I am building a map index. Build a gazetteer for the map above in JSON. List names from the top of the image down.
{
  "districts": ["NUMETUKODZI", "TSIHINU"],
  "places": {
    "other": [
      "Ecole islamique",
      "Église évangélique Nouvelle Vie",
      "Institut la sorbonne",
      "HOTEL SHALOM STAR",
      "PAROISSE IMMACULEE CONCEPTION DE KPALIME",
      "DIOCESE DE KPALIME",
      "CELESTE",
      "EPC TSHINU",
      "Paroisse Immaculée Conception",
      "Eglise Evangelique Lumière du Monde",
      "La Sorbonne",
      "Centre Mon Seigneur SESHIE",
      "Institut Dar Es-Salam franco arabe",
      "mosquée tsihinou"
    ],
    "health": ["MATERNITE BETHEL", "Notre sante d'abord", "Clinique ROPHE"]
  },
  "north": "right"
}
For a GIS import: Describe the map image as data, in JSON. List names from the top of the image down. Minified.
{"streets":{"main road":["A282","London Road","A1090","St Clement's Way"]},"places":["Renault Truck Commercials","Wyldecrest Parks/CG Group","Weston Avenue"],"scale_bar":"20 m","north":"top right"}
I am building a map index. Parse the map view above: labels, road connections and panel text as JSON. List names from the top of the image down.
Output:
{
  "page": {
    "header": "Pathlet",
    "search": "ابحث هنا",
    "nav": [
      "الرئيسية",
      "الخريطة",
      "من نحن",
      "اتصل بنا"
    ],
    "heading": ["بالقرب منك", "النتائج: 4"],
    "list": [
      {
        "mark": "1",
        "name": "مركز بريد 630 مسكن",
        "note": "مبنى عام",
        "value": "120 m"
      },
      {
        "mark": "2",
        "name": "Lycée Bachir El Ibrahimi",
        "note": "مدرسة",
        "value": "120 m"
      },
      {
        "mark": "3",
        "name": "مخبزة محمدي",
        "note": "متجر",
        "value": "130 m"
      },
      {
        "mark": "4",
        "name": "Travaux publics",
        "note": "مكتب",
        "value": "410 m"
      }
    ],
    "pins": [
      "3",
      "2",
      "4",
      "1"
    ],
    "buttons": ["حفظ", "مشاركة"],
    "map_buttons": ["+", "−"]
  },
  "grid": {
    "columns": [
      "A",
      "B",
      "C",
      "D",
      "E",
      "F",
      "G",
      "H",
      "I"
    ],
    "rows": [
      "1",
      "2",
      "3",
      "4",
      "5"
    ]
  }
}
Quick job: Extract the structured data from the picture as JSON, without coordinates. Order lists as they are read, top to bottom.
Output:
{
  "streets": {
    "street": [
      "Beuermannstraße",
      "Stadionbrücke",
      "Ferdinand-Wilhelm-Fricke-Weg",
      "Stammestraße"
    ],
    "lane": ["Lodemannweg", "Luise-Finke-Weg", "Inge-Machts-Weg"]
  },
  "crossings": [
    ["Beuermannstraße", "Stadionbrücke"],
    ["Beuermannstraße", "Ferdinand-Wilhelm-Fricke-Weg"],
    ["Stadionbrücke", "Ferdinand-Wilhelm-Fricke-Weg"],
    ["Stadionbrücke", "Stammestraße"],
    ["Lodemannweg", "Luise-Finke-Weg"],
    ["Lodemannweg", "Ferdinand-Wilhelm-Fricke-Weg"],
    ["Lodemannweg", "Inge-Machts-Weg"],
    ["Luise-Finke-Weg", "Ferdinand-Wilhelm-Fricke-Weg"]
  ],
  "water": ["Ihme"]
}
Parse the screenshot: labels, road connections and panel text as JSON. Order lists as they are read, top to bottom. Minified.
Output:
┄┄┄┄┄┄
## EXERCISE INSTRUCTIONS
Please copy out every entry word for word.

## EXERCISE SOLUTION
I am building a map index. Build a gazetteer for the map above in JSON. List names from the top of the image down.
{
  "districts": ["NUMETUKODZI", "TSIHINU"],
  "places": {
    "other": [
      "Ecole islamique",
      "Église évangélique Nouvelle Vie",
      "Institut la sorbonne",
      "HOTEL SHALOM STAR",
      "PAROISSE IMMACULEE CONCEPTION DE KPALIME",
      "DIOCESE DE KPALIME",
      "CELESTE",
      "EPC TSHINU",
      "Paroisse Immaculée Conception",
      "Eglise Evangelique Lumière du Monde",
      "La Sorbonne",
      "Centre Mon Seigneur SESHIE",
      "Institut Dar Es-Salam franco arabe",
      "mosquée tsihinou"
    ],
    "health": ["MATERNITE BETHEL", "Notre sante d'abord", "Clinique ROPHE"]
  },
  "north": "right"
}
For a GIS import: Describe the map image as data, in JSON. List names from the top of the image down. Minified.
{"streets":{"main road":["A282","London Road","A1090","St Clement's Way"]},"places":["Renault Truck Commercials","Wyldecrest Parks/CG Group","Weston Avenue"],"scale_bar":"20 m","north":"top right"}
I am building a map index. Parse the map view above: labels, road connections and panel text as JSON. List names from the top of the image down.
Output:
{
  "page": {
    "header": "Pathlet",
    "search": "ابحث هنا",
    "nav": [
      "الرئيسية",
      "الخريطة",
      "من نحن",
      "اتصل بنا"
    ],
    "heading": ["بالقرب منك", "النتائج: 4"],
    "list": [
      {
        "mark": "1",
        "name": "مركز بريد 630 مسكن",
        "note": "مبنى عام",
        "value": "120 m"
      },
      {
        "mark": "2",
        "name": "Lycée Bachir El Ibrahimi",
        "note": "مدرسة",
        "value": "120 m"
      },
      {
        "mark": "3",
        "name": "مخبزة محمدي",
        "note": "متجر",
        "value": "130 m"
      },
      {
        "mark": "4",
        "name": "Travaux publics",
        "note": "مكتب",
        "value": "410 m"
      }
    ],
    "pins": [
      "3",
      "2",
      "4",
      "1"
    ],
    "buttons": ["حفظ", "مشاركة"],
    "map_buttons": ["+", "−"]
  },
  "grid": {
    "columns": [
      "A",
      "B",
      "C",
      "D",
      "E",
      "F",
      "G",
      "H",
      "I"
    ],
    "rows": [
      "1",
      "2",
      "3",
      "4",
      "5"
    ]
  }
}
Quick job: Extract the structured data from the picture as JSON, without coordinates. Order lists as they are read, top to bottom.
Output:
{
  "streets": {
    "street": [
      "Beuermannstraße",
      "Stadionbrücke",
      "Ferdinand-Wilhelm-Fricke-Weg",
      "Stammestraße"
    ],
    "lane": ["Lodemannweg", "Luise-Finke-Weg", "Inge-Machts-Weg"]
  },
  "crossings": [
    ["Beuermannstraße", "Stadionbrücke"],
    ["Beuermannstraße", "Ferdinand-Wilhelm-Fricke-Weg"],
    ["Stadionbrücke", "Ferdinand-Wilhelm-Fricke-Weg"],
    ["Stadionbrücke", "Stammestraße"],
    ["Lodemannweg", "Luise-Finke-Weg"],
    ["Lodemannweg", "Ferdinand-Wilhelm-Fricke-Weg"],
    ["Lodemannweg", "Inge-Machts-Weg"],
    ["Luise-Finke-Weg", "Ferdinand-Wilhelm-Fricke-Weg"]
  ],
  "water": ["Ihme"]
}
Parse the screenshot: labels, road connections and panel text as JSON. Order lists as they are read, top to bottom. Minified.
Output:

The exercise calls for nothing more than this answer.